魯棒性不太好,圖片少的時候沒事,圖片一多就出現了內存錯誤和木有特征點的錯誤。
#include <iostream>
#include <fstream>
#include <io.h>
#include <stdio.h>
#include <stdlib.h>
#include <time.h>
#include "opencv2/highgui/highgui.hpp"
#include "opencv2/stitching/stitcher.hpp"
#include "opencv2/stitching/warpers.hpp"
#define MaxPics 30
//F:\Program Files\opencv\modules\stitching\include\opencv2\stitching
using namespace std;
using namespace cv;
bool try_use_gpu = false;
int filenum;
vector<Mat> imgs;
string result_name = "result.jpg";
//void printUsage();
//int parseCmdArgs(int argc, char** argv);
int readDir(char *path,char fnames[MaxPics][100]);
int readDir(char *path,char fnames[MaxPics][100])
{
struct _finddata_t c_file;
intptr_t hFile;
filenum=0;
char fullpath[100];
sprintf(fullpath,"%s\\*.jpg",path);
// Find first .c file in current directory
if( (hFile = _findfirst( fullpath, &c_file )) == -1L )

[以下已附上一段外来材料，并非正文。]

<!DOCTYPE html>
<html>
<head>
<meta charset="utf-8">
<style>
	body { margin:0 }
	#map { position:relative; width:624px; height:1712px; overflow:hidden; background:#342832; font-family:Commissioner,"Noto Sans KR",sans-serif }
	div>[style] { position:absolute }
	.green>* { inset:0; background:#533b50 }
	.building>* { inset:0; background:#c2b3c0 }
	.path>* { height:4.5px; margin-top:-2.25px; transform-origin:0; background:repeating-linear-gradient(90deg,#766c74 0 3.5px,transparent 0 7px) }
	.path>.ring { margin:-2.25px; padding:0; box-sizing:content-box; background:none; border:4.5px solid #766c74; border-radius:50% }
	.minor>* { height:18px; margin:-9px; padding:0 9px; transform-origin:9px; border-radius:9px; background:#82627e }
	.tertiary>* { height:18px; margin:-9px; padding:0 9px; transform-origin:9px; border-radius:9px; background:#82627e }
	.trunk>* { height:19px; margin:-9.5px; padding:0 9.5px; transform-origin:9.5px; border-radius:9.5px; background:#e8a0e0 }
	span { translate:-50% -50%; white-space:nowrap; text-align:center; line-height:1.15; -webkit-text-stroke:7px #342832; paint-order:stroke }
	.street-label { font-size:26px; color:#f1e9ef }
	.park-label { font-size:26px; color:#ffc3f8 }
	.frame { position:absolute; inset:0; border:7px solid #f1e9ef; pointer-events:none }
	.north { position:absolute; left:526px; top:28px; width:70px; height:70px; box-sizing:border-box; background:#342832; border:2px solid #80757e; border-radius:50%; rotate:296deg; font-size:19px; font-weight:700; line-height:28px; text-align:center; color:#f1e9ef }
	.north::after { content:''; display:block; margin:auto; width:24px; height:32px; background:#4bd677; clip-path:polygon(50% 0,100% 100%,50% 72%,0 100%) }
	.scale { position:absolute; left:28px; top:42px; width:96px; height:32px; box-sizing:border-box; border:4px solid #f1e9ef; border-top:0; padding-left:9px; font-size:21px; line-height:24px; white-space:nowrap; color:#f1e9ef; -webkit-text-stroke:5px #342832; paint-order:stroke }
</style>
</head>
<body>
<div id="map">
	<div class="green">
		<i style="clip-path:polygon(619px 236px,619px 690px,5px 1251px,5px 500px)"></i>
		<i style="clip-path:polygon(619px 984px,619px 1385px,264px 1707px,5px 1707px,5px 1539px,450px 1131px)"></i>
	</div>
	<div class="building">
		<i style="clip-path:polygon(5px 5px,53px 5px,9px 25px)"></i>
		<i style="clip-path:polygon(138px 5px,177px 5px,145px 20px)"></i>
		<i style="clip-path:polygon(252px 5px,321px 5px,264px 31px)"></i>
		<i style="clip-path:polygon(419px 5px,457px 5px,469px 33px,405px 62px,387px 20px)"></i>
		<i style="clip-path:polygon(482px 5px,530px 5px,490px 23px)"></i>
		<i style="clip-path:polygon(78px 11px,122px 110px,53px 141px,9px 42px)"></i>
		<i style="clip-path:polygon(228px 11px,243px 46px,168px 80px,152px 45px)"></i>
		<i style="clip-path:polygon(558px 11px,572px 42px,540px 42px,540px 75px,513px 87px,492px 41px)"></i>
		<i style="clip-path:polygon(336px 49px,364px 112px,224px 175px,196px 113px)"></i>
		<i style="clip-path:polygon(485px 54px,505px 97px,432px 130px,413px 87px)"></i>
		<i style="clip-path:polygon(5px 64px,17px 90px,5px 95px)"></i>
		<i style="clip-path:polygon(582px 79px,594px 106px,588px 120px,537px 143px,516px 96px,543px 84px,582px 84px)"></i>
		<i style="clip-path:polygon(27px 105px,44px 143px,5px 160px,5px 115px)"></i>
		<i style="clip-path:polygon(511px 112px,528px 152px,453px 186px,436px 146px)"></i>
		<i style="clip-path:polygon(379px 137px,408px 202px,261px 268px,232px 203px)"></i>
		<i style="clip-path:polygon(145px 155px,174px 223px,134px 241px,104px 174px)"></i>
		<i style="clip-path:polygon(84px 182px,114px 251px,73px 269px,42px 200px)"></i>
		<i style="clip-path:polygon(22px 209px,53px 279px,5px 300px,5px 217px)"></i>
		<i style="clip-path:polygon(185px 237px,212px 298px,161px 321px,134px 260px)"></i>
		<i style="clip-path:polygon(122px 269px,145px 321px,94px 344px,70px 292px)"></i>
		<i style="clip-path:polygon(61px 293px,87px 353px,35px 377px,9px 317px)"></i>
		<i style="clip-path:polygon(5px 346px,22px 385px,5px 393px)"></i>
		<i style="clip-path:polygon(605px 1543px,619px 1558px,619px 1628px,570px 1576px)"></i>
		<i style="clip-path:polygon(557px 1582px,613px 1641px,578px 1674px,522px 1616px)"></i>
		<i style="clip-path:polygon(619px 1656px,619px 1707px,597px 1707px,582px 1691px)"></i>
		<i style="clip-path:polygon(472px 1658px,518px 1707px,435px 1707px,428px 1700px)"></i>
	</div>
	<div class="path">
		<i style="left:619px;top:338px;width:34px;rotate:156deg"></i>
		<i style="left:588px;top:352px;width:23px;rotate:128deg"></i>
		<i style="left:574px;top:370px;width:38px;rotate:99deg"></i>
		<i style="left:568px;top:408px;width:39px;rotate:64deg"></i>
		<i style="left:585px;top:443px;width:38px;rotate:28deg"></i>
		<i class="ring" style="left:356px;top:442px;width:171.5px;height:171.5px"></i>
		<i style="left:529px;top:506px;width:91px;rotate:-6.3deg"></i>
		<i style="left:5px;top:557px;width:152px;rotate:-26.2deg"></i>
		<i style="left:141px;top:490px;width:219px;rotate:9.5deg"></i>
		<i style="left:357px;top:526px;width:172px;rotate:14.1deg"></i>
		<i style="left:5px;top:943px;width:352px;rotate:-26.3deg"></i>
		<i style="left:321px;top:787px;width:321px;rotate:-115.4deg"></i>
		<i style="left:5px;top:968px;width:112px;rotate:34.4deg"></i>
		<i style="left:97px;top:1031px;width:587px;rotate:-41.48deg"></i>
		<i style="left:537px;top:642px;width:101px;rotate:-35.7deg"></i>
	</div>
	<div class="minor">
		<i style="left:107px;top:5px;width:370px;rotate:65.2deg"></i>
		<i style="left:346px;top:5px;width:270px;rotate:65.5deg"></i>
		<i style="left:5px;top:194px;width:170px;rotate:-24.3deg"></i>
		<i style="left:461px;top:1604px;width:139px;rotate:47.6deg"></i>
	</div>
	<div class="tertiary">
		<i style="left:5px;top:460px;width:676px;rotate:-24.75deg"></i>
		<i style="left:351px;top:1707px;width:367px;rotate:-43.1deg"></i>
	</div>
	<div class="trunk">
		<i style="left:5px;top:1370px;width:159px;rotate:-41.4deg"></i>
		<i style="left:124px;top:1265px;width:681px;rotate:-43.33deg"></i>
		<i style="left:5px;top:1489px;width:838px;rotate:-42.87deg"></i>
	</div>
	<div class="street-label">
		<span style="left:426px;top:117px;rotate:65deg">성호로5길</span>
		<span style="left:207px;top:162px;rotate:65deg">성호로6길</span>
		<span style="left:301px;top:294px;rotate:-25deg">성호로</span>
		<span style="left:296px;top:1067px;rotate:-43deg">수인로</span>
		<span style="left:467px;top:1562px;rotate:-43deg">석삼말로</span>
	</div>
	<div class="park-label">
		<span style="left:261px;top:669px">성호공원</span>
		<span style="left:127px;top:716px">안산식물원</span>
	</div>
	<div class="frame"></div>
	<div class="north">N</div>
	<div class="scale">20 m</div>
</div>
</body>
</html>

printf( "No *.jpg files in current directory %s!\n",fullpath);
else
{
printf( "Listing of .jpg files in %s directory\n\n",path);
printf( "RDO HID SYS ARC FILE SIZE\n", ' ' );
printf( "--- --- --- --- ---- ----\n", ' ' );
do {
printf( ( c_file.attrib & _A_RDONLY ) ? " Y " : " N " );
printf( ( c_file.attrib & _A_SYSTEM ) ? " Y " : " N " );
printf( ( c_file.attrib & _A_HIDDEN ) ? " Y " : " N " );
printf( ( c_file.attrib & _A_ARCH ) ? " Y " : " N " );
//ctime_s( buffer, _countof(buffer), &c_file.time_write );
printf( " %-15s %9ld\n",c_file.name, c_file.size );
sprintf(fnames[filenum],"%s\\%s",path,c_file.name);
filenum++;
} while( _findnext( hFile, &c_file ) == 0 );
_findclose( hFile );
}
return filenum;
}
int main(int argc, char* argv[])
{
clock_t start,finish;
double totaltime;
start=clock();
argv[1]="pic";
char fdir[MaxPics][100];
filenum = readDir(argv[1],fdir);
Mat img, pano;
for(int i=0 ; i<filenum ;i++){
img = imread(fdir[i]);
imgs.push_back(img);
}
Stitcher stitcher = Stitcher::createDefault(try_use_gpu);
stitcher.setRegistrationResol(0.1);//為了加速,我選0.1,默認是0.6,最大值1最慢,此方法用於特征點檢測階段,如果找不到特征點,調高吧
//stitcher.setSeamEstimationResol(0.1);//默認是0.1
//stitcher.setCompositingResol(-1);//默認是-1,用於特征點檢測階段,找不到特征點的話,改-1
stitcher.setPanoConfidenceThresh(1);//默認是1,見過有設0.6和0.4的
stitcher.setWaveCorrection(false);//默認是true,為加速選false,表示跳過WaveCorrection步驟
//stitcher.setWaveCorrectKind(detail::WAVE_CORRECT_HORIZ);//還可以選detail::WAVE_CORRECT_VERT ,波段修正(wave correction)功能(水平方向/垂直方向修正)。因為setWaveCorrection設的false,此語句沒用
//找特征點surf算法,此算法計算量大,但對剛體運動、縮放、環境影響等情況下較為穩定
detail::SurfFeaturesFinder *featureFinder = new detail::SurfFeaturesFinder();
stitcher.setFeaturesFinder(featureFinder);
//找特征點ORB算法,但是發現草地這組圖,這個算法不能完成拼接
//detail::OrbFeaturesFinder *featureFinder = new detail::OrbFeaturesFinder();
//stitcher.setFeaturesFinder(featureFinder);
//Features matcher which finds two best matches for each feature and leaves the best one only if the ratio between descriptor distances is greater than the threshold match_conf.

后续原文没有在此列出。